SUPPLIED MATERIAL Block Start
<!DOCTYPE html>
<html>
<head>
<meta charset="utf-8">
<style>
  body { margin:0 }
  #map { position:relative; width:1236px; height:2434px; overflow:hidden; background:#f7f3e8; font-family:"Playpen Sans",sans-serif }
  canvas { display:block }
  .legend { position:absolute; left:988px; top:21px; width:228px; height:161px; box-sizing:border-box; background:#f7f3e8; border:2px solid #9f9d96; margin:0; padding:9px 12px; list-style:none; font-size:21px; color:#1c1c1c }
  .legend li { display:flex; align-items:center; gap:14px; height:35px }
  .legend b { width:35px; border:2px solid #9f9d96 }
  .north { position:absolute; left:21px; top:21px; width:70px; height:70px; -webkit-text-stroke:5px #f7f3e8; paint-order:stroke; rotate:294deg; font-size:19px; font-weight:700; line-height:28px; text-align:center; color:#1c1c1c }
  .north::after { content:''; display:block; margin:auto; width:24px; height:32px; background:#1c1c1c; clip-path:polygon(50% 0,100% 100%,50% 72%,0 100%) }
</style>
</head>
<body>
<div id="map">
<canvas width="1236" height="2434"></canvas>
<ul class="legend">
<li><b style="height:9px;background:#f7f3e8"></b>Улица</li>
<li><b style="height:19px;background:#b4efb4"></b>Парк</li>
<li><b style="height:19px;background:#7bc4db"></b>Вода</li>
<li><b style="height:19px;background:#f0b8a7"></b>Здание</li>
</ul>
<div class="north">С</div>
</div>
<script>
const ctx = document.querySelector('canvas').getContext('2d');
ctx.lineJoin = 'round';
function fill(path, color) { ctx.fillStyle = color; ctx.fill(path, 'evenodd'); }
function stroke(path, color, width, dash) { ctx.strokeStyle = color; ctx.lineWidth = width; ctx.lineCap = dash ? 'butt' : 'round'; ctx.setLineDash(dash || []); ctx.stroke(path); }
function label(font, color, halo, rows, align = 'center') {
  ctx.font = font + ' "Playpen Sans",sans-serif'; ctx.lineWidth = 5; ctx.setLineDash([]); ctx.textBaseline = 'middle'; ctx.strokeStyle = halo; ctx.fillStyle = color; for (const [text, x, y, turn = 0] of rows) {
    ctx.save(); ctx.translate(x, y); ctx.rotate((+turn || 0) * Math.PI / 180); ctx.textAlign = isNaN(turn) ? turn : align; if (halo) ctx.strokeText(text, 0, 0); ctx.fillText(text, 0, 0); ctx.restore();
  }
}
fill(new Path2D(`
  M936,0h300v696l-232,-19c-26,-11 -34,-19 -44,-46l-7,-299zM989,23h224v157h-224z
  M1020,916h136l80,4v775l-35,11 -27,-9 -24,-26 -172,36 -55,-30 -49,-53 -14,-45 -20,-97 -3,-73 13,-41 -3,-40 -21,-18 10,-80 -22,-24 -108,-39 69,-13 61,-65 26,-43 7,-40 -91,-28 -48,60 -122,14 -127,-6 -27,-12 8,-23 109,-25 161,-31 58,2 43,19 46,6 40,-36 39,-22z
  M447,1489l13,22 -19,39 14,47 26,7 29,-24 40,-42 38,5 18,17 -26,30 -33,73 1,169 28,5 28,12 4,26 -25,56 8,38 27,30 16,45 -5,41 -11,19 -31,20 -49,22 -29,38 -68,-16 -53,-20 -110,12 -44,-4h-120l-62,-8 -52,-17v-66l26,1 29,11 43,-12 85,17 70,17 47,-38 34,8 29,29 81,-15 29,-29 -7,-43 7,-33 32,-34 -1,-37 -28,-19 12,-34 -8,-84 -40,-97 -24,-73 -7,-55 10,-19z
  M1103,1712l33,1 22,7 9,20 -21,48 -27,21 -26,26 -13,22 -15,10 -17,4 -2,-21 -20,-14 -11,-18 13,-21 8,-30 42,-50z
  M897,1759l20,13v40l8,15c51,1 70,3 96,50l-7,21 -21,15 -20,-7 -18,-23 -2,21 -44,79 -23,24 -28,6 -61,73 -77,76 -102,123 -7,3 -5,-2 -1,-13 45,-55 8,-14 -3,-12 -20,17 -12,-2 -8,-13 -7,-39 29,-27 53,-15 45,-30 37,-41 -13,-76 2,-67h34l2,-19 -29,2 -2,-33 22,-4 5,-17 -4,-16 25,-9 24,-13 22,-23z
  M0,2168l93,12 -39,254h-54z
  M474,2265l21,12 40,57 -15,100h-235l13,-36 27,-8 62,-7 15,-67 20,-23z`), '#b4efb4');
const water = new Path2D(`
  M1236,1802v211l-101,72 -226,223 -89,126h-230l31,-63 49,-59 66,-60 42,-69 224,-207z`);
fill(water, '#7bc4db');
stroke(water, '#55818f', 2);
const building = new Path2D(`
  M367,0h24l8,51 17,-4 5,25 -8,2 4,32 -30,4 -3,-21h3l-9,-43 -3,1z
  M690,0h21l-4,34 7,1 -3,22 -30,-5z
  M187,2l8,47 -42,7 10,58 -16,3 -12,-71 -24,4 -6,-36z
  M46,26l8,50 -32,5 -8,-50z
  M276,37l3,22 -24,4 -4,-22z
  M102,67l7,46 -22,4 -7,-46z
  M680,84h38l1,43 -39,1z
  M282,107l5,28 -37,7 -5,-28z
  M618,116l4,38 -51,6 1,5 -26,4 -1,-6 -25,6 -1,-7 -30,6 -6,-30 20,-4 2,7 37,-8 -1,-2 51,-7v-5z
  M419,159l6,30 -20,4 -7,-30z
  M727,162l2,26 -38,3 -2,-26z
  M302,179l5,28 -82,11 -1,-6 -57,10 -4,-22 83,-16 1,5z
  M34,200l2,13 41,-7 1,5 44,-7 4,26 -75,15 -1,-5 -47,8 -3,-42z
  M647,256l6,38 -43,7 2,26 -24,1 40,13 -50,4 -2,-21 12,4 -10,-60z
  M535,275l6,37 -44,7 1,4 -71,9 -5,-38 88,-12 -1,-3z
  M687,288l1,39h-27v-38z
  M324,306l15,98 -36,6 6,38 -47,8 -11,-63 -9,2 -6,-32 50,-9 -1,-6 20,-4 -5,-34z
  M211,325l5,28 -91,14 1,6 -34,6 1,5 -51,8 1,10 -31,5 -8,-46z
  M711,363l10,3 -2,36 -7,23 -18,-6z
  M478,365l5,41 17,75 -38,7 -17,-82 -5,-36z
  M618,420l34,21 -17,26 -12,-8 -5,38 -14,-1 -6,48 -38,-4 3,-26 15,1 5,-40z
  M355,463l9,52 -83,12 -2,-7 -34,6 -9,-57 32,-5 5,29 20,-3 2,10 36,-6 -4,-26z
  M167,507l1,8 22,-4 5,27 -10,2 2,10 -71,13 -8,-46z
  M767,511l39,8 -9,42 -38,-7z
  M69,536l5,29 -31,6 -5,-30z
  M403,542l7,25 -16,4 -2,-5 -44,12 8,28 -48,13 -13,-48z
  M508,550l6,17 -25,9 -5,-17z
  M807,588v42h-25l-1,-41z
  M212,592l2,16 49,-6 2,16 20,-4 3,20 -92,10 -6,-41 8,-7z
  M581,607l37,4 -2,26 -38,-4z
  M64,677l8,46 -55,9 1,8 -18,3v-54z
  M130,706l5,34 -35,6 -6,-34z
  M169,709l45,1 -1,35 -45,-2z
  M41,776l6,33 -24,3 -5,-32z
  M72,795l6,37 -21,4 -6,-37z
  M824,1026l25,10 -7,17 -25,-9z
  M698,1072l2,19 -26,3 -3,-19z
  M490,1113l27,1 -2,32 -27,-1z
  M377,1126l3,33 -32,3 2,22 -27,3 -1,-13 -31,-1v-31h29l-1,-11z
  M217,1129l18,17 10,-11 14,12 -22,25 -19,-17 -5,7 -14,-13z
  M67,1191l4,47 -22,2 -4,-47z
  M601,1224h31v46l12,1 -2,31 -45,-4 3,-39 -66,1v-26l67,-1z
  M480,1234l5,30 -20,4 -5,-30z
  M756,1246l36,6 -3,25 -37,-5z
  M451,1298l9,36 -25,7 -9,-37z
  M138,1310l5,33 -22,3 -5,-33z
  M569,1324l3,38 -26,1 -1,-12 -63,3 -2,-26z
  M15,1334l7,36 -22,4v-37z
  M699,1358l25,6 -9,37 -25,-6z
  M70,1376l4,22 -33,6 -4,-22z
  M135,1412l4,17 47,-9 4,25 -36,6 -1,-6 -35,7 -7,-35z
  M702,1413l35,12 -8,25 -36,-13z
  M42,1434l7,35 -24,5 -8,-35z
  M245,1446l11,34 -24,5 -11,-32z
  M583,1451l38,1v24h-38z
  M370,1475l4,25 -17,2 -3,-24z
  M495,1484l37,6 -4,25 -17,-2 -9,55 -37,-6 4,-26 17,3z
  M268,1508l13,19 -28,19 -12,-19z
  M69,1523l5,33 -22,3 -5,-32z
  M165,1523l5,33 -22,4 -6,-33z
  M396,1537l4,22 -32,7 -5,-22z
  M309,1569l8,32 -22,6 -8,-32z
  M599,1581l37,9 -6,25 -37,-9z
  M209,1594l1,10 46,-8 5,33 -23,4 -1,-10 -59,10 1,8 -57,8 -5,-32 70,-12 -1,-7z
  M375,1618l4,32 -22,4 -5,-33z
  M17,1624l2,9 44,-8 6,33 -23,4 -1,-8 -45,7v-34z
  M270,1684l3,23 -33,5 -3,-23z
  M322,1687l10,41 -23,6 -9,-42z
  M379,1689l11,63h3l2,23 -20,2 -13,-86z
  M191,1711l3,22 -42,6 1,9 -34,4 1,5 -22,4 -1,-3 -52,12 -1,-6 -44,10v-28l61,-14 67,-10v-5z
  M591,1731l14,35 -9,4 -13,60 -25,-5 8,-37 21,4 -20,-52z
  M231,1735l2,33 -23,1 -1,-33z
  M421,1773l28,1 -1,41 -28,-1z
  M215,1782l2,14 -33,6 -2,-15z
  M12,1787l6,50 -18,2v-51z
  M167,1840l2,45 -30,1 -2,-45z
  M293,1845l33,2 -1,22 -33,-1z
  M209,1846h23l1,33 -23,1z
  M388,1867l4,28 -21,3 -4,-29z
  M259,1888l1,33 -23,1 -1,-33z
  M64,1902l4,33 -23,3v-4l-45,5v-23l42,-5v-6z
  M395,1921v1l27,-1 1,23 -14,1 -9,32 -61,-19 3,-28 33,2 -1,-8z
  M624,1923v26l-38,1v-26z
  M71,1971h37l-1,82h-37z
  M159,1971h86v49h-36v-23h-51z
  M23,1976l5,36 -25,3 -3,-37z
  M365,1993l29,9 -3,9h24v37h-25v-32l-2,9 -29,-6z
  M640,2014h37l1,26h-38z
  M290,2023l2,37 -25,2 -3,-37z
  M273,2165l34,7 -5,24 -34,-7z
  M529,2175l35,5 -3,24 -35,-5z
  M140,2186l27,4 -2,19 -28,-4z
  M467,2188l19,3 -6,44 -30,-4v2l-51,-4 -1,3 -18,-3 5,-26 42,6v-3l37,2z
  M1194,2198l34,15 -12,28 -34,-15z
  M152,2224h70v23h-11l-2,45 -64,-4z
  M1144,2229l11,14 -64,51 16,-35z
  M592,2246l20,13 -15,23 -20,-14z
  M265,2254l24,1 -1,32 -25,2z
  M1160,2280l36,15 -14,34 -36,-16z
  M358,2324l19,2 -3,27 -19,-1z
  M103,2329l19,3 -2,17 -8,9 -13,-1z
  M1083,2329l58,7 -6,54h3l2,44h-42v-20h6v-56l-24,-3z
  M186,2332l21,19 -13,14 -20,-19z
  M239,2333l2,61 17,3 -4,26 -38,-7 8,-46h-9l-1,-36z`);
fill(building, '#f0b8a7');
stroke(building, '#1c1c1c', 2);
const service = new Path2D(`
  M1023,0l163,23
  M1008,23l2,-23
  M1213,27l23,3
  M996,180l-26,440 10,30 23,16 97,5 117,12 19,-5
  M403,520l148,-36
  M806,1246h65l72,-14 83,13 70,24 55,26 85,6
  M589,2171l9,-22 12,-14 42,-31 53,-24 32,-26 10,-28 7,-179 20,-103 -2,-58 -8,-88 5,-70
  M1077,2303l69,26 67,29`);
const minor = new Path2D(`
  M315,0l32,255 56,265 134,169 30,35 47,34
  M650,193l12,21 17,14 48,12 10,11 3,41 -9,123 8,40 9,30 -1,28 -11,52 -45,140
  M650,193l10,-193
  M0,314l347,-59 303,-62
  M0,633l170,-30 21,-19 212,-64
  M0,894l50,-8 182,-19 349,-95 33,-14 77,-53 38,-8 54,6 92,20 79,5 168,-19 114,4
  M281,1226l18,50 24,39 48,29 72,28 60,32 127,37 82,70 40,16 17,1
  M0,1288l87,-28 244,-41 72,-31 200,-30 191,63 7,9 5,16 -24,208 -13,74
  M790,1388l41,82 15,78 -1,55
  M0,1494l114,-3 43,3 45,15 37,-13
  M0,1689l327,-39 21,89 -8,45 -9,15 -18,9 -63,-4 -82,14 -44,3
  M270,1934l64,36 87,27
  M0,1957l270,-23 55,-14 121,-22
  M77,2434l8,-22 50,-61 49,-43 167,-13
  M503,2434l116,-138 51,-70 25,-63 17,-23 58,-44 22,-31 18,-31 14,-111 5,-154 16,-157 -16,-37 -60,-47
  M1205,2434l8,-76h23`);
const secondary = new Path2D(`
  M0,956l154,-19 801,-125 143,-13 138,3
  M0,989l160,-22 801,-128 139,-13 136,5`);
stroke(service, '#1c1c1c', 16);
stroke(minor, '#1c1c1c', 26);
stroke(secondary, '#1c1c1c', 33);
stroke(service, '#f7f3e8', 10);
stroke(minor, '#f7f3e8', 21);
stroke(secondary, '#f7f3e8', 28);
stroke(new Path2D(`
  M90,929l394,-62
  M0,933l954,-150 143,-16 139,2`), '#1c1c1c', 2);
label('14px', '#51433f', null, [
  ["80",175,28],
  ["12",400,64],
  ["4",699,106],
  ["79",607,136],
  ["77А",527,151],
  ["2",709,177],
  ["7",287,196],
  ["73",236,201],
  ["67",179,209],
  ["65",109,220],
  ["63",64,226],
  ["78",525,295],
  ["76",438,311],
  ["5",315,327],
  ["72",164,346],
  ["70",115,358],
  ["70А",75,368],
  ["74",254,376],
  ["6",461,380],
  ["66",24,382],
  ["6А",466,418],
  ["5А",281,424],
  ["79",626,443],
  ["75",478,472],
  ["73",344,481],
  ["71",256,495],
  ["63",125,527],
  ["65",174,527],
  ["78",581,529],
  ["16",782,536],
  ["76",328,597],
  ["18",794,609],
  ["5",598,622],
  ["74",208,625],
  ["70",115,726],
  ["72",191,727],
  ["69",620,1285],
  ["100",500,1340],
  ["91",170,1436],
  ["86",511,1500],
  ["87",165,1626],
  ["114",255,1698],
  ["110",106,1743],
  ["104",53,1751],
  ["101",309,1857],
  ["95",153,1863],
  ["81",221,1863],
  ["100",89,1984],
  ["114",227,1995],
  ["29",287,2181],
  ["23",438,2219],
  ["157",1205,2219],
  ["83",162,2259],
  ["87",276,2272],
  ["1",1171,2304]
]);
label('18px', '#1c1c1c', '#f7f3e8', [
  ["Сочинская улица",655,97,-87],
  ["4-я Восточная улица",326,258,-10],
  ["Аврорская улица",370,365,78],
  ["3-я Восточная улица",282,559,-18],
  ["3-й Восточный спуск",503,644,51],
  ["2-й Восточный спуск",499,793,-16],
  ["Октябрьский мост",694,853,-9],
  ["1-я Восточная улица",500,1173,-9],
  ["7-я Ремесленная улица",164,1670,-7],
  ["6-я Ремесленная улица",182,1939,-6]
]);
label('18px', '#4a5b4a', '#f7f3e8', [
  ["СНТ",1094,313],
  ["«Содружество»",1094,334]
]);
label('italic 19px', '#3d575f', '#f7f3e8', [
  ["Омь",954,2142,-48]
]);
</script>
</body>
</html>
SUPPLIED MATERIAL Block End
__ASSIGNED TASK__: If a line in the material holds "halo", copy it.

__RESULT FOR THIS TASK__:
function label(font, color, halo, rows, align = 'center') {
  ctx.font = font + ' "Playpen Sans",sans-serif'; ctx.lineWidth = 5; ctx.setLineDash([]); ctx.textBaseline = 'middle'; ctx.strokeStyle = halo; ctx.fillStyle = color; for (const [text, x, y, turn = 0] of rows) {
    ctx.save(); ctx.translate(x, y); ctx.rotate((+turn || 0) * Math.PI / 180); ctx.textAlign = isNaN(turn) ? turn : align; if (halo) ctx.strokeText(text, 0, 0); ctx.fillText(text, 0, 0); ctx.restore();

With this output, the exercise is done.